A compact toolbox for semi-supervised anomaly detection


Keywords
anomaly-detection, outlier-detection, semi-supervised-classification
License
Other
Install
pip install anomatools==3.0.3

Documentation

anomatools

anomatools is a small Python package containing recent anomaly detection algorithms. Anomaly detection strives to detect abnormal or anomalous data points from a given (large) dataset. The package contains several state-of-the-art semi-supervised and unsupervised anomaly detection algorithms.

Installation

Install the package directly from PyPi with the following command:

pip install anomatools

OR install the package using the setup.py file:

python setup.py install

OR install it directly from GitHub itself:

pip install git+https://github.com/Vincent-Vercruyssen/anomatools.git@master

Contents and usage

Semi-supervised anomaly detection

Given a dataset with attributes X and labels Y, indicating whether a data point is normal or anomalous, semi-supervised anomaly detection algorithms are trained using all the instances X and some of the labels Y. Semi-supervised approaches to anomaly detection generally outperform the unsupervised approaches, because they can use the label information to correct the assumptions on which the unsupervised detection process is based. The anomatools package implements two recent semi-supervised anomaly detection algorithms:

  1. The SSDO (semi-supervised detection of outliers) algorithm first computes an unsupervised prior anomaly score and then corrects this score with the known label information [1].
  2. The SSkNNO (semi-supervised k-nearest neighbor anomaly detection) algorithm is a combination of the well-known kNN classifier and the kNNO (k-nearest neighbor outlier detection) method [2].
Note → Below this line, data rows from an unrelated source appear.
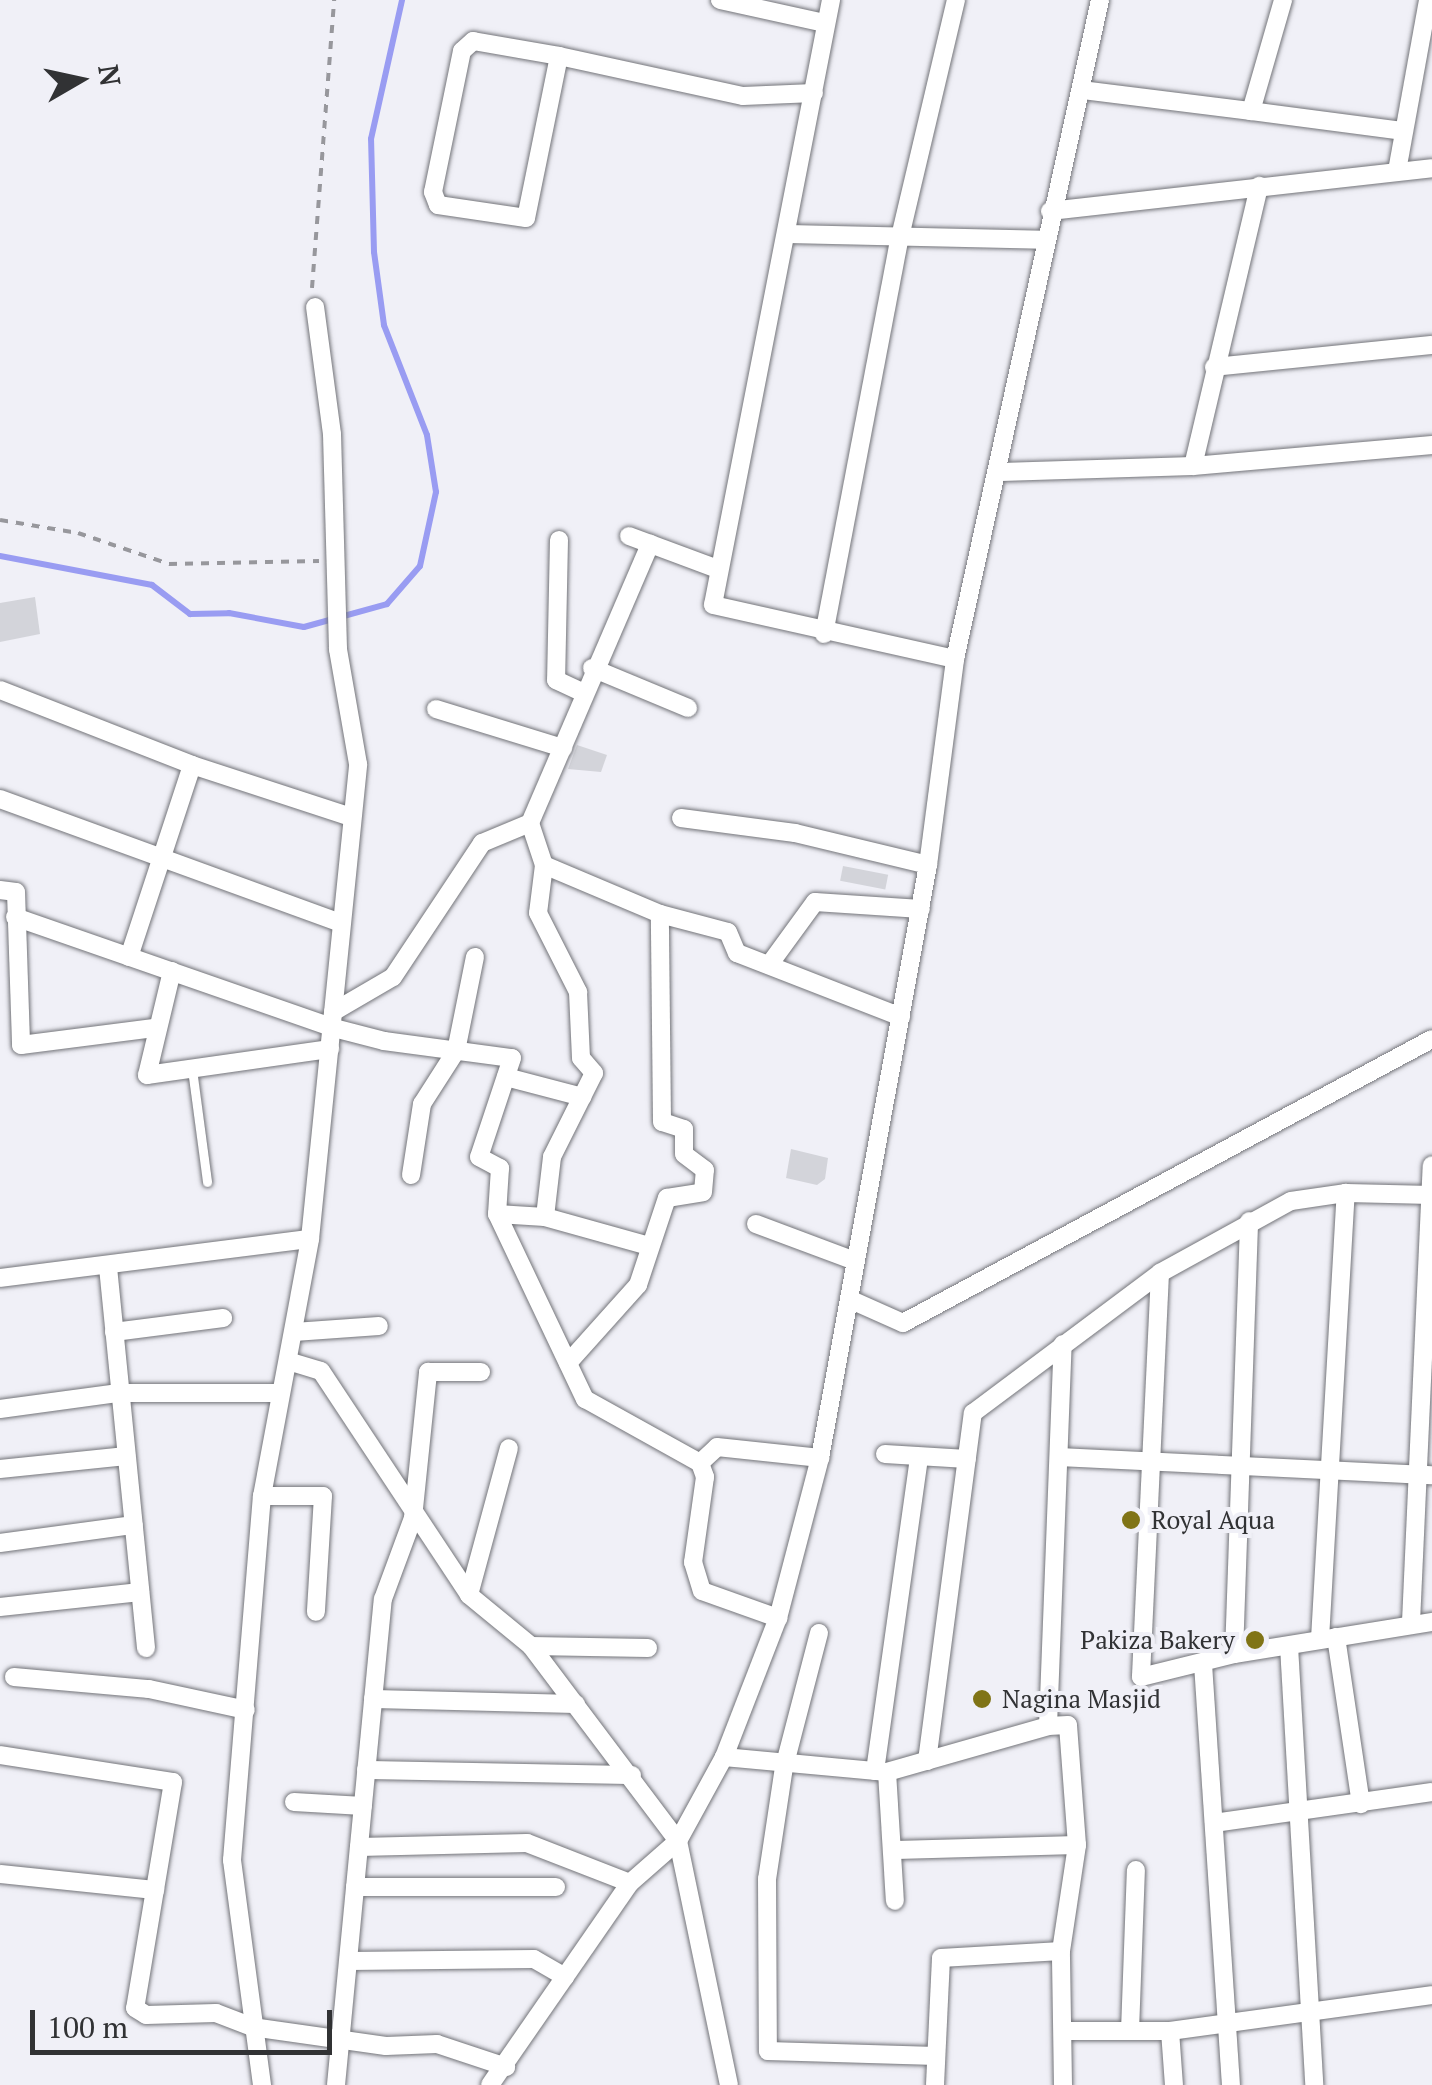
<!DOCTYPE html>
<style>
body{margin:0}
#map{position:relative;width:1432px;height:2085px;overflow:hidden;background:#f0f0f7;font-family:"PT Serif",serif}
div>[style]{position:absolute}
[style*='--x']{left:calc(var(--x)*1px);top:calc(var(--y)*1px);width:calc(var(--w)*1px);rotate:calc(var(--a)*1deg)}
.stream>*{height:6px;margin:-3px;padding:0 3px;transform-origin:3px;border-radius:3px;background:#999cf2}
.building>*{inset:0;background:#d3d4da;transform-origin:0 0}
.path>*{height:4px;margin-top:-2px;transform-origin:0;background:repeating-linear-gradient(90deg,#97979c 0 8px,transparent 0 16px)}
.roads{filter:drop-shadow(0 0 2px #737479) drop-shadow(0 0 2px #737479)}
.service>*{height:9px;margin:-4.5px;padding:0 4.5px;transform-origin:4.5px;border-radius:4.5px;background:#fff}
.minor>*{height:18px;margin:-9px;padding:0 9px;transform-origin:9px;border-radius:9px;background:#fff}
.dots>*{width:28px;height:28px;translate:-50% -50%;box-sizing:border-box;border:5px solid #f0f0f7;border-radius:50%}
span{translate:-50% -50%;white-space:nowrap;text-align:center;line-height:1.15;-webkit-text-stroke:8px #f0f0f7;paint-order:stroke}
.poi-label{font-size:25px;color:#313234}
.left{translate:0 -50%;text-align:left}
.right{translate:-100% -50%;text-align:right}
.north{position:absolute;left:30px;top:30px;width:100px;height:100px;-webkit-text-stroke:8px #f0f0f7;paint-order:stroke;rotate:81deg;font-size:28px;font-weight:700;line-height:40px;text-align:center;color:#313234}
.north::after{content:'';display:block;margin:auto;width:35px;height:45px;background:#313234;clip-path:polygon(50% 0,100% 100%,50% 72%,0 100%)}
.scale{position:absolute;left:30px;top:2010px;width:302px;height:45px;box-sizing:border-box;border:5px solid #313234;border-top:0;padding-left:12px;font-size:30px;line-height:35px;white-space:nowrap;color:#313234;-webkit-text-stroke:8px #f0f0f7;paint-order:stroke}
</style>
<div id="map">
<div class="stream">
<i style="--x:0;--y:556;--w:155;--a:10.8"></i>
<i style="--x:152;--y:585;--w:48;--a:37.3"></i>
<i style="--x:190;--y:614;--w:39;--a:-1"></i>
<i style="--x:229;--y:613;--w:76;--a:10.6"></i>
<i style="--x:304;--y:627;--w:86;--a:-15.5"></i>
<i style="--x:387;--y:604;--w:50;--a:-49"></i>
<i style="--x:420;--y:566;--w:76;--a:-77.8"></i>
<i style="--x:436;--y:492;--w:58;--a:-99"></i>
<i style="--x:427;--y:435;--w:118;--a:-111.4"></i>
<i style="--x:384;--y:325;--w:74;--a:-97.8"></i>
<i style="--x:374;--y:252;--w:113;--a:-91.5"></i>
<i style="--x:371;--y:139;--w:142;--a:-77.4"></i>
</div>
<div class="building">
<i style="clip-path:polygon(35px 597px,40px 634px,0 642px,0 603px)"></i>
<i style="clip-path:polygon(577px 745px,607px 755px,601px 772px,568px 769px)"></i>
<i style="left:843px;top:866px;width:46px;height:15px;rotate:11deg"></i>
<i style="clip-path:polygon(791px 1149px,828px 1158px,825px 1179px,817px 1185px,786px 1178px)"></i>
</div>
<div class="path">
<i style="--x:312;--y:288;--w:289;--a:-85.6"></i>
<i style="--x:0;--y:520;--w:79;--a:9.5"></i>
<i style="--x:78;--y:533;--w:96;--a:18.8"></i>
<i style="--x:169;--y:564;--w:150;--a:-1.1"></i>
</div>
<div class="roads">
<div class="service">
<i style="--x:192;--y:1069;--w:114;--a:82.4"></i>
</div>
<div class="minor">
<i style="--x:720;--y:0;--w:107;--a:12.4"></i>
<i style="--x:831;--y:0;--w:616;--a:101.04"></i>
<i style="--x:713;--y:605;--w:248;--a:12.6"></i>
<i style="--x:559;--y:56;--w:165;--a:101.5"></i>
<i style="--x:526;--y:218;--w:89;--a:-171.6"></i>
<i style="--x:438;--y:205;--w:14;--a:-111"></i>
<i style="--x:433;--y:192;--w:144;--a:-78.4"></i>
<i style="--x:462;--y:51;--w:15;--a:-42"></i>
<i style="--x:473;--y:41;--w:87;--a:9.9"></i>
<i style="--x:559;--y:56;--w:188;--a:12.3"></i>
<i style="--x:743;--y:96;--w:71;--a:-2.4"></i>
<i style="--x:1082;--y:90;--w:170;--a:7.1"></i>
<i style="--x:1251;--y:111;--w:116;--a:-73.9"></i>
<i style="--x:1251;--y:111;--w:153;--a:7.5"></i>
<i style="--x:1397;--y:171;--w:174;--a:-79.7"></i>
<i style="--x:1050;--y:211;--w:384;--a:-6.4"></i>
<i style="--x:786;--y:234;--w:259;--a:1.3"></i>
<i style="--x:1214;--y:367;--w:219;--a:-5.8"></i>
<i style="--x:1193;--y:466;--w:288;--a:-76.7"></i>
<i style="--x:1001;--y:472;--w:192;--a:-1.8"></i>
<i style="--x:1193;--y:466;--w:240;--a:-5"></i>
<i style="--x:629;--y:536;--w:92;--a:20.4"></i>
<i style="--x:559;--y:540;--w:140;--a:91.2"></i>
<i style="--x:556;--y:680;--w:29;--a:25"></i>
<i style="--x:824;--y:634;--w:400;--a:-79.2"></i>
<i style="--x:899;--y:241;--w:248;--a:-76.7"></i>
<i style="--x:592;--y:668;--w:104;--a:22.6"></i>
<i style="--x:0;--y:690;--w:206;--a:21.3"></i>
<i style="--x:192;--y:765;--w:167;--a:18.1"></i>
<i style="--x:436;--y:709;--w:133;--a:17.1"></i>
<i style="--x:0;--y:799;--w:363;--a:20"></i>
<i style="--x:681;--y:818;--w:115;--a:7.5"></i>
<i style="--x:795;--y:833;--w:137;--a:13.5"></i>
<i style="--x:530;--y:823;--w:44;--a:71.6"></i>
<i style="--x:544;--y:865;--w:126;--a:22.9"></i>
<i style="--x:660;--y:914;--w:70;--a:14.8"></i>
<i style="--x:728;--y:932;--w:23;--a:67"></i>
<i style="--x:737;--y:953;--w:176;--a:21.3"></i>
<i style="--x:544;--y:865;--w:48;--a:97.1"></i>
<i style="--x:538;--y:913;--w:89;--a:63.1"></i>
<i style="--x:578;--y:992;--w:66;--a:87.4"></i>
<i style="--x:581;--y:1058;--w:20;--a:49"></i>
<i style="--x:594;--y:1073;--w:94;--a:116.6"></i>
<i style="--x:552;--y:1157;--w:60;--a:96.7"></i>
<i style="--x:0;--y:890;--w:16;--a:7"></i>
<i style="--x:16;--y:892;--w:153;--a:88.1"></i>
<i style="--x:21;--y:1045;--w:134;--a:-7.3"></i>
<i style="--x:15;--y:917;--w:334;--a:19.2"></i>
<i style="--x:330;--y:1027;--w:56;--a:14.5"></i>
<i style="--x:384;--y:1041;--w:129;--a:7.6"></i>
<i style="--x:512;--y:1058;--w:104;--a:108.4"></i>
<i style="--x:479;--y:1157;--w:24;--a:28"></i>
<i style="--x:500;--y:1168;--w:46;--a:93.7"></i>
<i style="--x:497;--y:1214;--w:205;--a:64.6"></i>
<i style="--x:585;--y:1399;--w:132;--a:29.1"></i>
<i style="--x:700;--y:1463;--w:15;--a:70"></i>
<i style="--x:705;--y:1477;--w:86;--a:98"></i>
<i style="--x:693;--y:1562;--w:30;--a:73"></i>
<i style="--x:702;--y:1591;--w:81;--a:19.6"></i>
<i style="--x:129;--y:957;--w:202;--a:-71.8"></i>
<i style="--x:769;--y:965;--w:78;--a:-53.9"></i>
<i style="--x:815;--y:902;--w:106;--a:3.8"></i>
<i style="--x:172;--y:971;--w:107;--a:103.5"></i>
<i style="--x:147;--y:1075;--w:185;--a:-8.1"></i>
<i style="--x:333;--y:1012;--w:69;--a:-30.3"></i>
<i style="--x:393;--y:977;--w:161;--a:-56.4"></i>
<i style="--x:482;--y:843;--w:52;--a:-22.6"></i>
<i style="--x:530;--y:823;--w:304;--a:-66.7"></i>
<i style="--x:506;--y:1077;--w:79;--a:14.7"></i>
<i style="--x:411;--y:1175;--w:72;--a:-81.2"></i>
<i style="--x:422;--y:1104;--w:63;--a:-57.3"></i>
<i style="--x:456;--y:1051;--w:96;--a:-78.6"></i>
<i style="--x:497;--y:1214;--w:48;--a:3.6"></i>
<i style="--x:545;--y:1217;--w:108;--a:15.6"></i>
<i style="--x:756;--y:1224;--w:106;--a:20.5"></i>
<i style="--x:108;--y:1267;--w:383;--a:84.3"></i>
<i style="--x:1160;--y:1273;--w:404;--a:92.7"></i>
<i style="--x:1141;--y:1677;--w:96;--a:-13.9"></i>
<i style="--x:1234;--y:1654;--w:201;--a:-9.2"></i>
<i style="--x:0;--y:1278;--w:312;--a:-7.2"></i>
<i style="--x:849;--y:1299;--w:59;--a:24"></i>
<i style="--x:903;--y:1323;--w:600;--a:-28.23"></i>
<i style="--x:114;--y:1332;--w:110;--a:-7.3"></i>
<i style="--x:294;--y:1332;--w:85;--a:-4"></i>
<i style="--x:288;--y:1361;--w:34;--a:17"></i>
<i style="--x:321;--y:1371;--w:268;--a:56.5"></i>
<i style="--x:469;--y:1595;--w:80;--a:39.4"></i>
<i style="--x:531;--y:1646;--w:244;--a:53"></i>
<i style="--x:678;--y:1841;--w:249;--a:78.2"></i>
<i style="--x:568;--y:1363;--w:105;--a:-48.1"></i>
<i style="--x:638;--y:1285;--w:92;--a:-71.6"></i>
<i style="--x:667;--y:1198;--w:36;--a:-9"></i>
<i style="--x:703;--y:1192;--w:22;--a:-85"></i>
<i style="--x:705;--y:1170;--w:26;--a:-143"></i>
<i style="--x:684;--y:1154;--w:25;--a:-90"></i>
<i style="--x:684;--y:1129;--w:23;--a:-162"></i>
<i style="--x:662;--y:1122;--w:208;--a:-90.6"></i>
<i style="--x:0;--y:1409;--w:120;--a:-7.7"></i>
<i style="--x:119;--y:1393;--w:161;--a:0"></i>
<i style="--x:885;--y:1454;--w:82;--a:3.5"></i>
<i style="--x:1059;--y:1457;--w:373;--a:2.8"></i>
<i style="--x:700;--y:1463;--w:23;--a:-43"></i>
<i style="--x:717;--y:1447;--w:104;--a:6.1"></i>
<i style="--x:0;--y:1469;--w:127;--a:-5.9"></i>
<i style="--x:262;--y:1496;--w:61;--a:0"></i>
<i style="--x:323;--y:1496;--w:116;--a:93.5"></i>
<i style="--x:0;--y:1543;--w:135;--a:-7.7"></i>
<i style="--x:469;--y:1595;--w:152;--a:-74.8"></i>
<i style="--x:0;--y:1607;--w:141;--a:-6.1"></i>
<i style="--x:1411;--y:1622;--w:457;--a:-87.4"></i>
<i style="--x:819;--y:1633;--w:138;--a:104.6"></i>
<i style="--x:784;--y:1767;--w:113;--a:98.6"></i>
<i style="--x:767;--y:1879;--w:172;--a:89.7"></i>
<i style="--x:768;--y:2051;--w:168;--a:1.7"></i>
<i style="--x:1336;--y:1637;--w:169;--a:81.5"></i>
<i style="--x:1320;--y:1639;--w:447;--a:-86.7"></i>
<i style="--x:531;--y:1646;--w:117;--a:1"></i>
<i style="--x:1289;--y:1646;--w:440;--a:86.7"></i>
<i style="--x:1234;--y:1654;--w:433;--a:-88"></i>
<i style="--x:1203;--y:1664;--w:422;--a:86.2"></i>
<i style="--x:14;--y:1677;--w:136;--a:5.1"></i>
<i style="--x:149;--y:1689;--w:99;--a:12.2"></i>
<i style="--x:373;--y:1699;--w:203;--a:1.4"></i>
<i style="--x:0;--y:1755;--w:175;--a:8.9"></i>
<i style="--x:173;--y:1782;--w:229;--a:99.5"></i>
<i style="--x:135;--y:2008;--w:13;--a:32"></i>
<i style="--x:146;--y:2015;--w:70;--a:-1.6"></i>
<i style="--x:216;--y:2013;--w:39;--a:21"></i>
<i style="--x:252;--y:2027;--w:135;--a:8.1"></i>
<i style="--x:386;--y:2046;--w:51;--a:-2.2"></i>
<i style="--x:437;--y:2044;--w:73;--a:18.4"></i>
<i style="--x:724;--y:1757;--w:164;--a:5.3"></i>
<i style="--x:887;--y:1772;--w:167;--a:-15.9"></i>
<i style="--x:927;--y:1761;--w:351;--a:-82.5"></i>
<i style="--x:973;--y:1413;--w:234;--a:-36.8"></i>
<i style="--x:1160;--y:1273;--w:149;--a:-28.8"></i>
<i style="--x:1291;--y:1201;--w:56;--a:-8.3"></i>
<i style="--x:1346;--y:1193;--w:86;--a:1.3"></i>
<i style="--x:366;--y:1770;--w:266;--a:1.1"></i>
<i style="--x:875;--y:1771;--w:317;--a:-82"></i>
<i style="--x:887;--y:1772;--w:129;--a:86.5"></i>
<i style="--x:294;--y:1802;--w:69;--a:3.3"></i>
<i style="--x:1214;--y:1823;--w:220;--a:-8.1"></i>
<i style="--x:359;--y:1847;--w:168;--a:-1.4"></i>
<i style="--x:527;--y:1843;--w:110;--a:21.2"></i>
<i style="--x:896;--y:1850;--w:181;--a:-1.6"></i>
<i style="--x:0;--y:1874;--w:156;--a:5.9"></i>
<i style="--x:355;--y:1887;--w:201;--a:0"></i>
<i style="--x:349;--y:1961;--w:185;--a:-0.6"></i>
<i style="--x:534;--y:1959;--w:36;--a:30"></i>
<i style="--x:1064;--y:2031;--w:106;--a:0"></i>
<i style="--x:1170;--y:2031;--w:264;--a:-7.8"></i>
<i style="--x:1130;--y:2031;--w:161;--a:-87.9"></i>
<i style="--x:1170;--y:2031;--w:54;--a:85.8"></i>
<i style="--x:262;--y:2085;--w:227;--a:-97.6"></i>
<i style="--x:232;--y:1860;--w:365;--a:-85.3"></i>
<i style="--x:262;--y:1496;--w:261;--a:-79.4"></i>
<i style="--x:310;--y:1239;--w:477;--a:-84.2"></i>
<i style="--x:358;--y:764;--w:117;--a:-99.9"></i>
<i style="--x:338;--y:649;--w:215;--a:-91.6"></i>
<i style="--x:332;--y:434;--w:128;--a:-97.6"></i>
<i style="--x:336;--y:2085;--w:488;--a:-84.5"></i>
<i style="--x:383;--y:1599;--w:86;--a:-69.7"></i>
<i style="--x:413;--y:1518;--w:147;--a:-84.1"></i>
<i style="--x:428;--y:1372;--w:53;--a:0"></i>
<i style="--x:490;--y:2085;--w:246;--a:-55.3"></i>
<i style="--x:630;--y:1883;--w:64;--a:-41.2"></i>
<i style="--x:678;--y:1841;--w:96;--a:-61.3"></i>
<i style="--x:724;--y:1757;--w:149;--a:-68.8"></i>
<i style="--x:778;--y:1618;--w:165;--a:-75.3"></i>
<i style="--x:820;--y:1458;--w:603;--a:-79.68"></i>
<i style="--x:928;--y:865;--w:208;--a:-82.5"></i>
<i style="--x:955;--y:659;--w:675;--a:-77.59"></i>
<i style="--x:935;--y:2085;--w:127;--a:-87.3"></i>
<i style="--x:941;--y:1958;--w:120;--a:-3.3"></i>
<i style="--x:1063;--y:2085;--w:134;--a:-90.9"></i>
<i style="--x:1061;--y:1951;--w:107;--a:-81.4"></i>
<i style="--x:1077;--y:1845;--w:120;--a:-94.3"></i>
<i style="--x:1068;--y:1725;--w:20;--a:177"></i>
<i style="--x:1048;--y:1726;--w:382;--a:-87.8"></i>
</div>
</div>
<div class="dots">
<i style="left:1131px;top:1520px;background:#807416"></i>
<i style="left:1255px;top:1640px;background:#807416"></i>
<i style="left:982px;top:1699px;background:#807416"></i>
</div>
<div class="poi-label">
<span class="left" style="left:1151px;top:1520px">Royal Aqua</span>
<span class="right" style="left:1235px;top:1640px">Pakiza Bakery</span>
<span class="left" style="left:1002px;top:1699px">Nagina Masjid</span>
</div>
<div class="north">N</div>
<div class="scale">100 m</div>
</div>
Given a training dataset X_train with labels Y_train, and a test dataset X_test, the algorithms are applied as follows:

from anomatools.models import SSkNNO, SSDO

# train
detector = SSDO()
detector.fit(X_train, Y_train)

# predict
labels = detector.predict(X_test)

Similarly, the probability of each point in X_test being normal or anomalous can also be computed:

probabilities = detector.predict_proba(X_test, method='squash')

Sometimes we are interested in detecting anomalies in the training data (e.g., when we are doing a post-mortem analysis):

# train
detector = SSDO()
detector.fit(X_train, Y_train)

# predict
labels = detector.labels_

Unsupervised anomaly detection:

Unsupervised anomaly detectors do not make use of label information (user feedback) when detecting anomalies in a dataset. Given a dataset with attributes X and labels Y, the unsupervised detectors are trained using only X. The anomatools package implements two recent semi-supervised anomaly detection algorithms:

  1. The kNNO (k-nearest neighbor outlier detection) algorithm computes for each data point the anomaly score as the distance to its k-nearest neighbor in the dataset [3].
  2. The iNNE (isolation nearest neighbor ensembles) algorithm computes for each data point the anomaly score roughly based on how isolation the point is from the rest of the data [4].

Given a training dataset X_train with labels Y_train, and a test dataset X_test, the algorithms are applied as follows:

from anomatools.models import kNNO, iNNE

# train
detector = kNNO()
detector.fit(X_train, Y_train)

# predict
labels = detector.predict(X_test)

Package structure

The anomaly detection algorithms are located in: anomatools/models/

For further examples of how to use the algorithms see the notebooks: anomatools/notebooks/

Dependencies

The anomatools package requires the following python packages to be installed:

Contact

Contact the author of the package: vincent.vercruyssen@kuleuven.be

References

[1] Vercruyssen, V., Meert, W., Verbruggen, G., Maes, K., Bäumer, R., Davis, J. (2018) Semi-Supervised Anomaly Detection with an Application to Water Analytics. IEEE International Conference on Data Mining (ICDM), Singapore. p527--536.

[2] Vercruyssen, V., Meert, W., Davis, J. (2020) Transfer Learning for Anomaly Detection through Localized and Unsupervised Instance Selection. AAAI Conference on Artificial Intelligence, New York.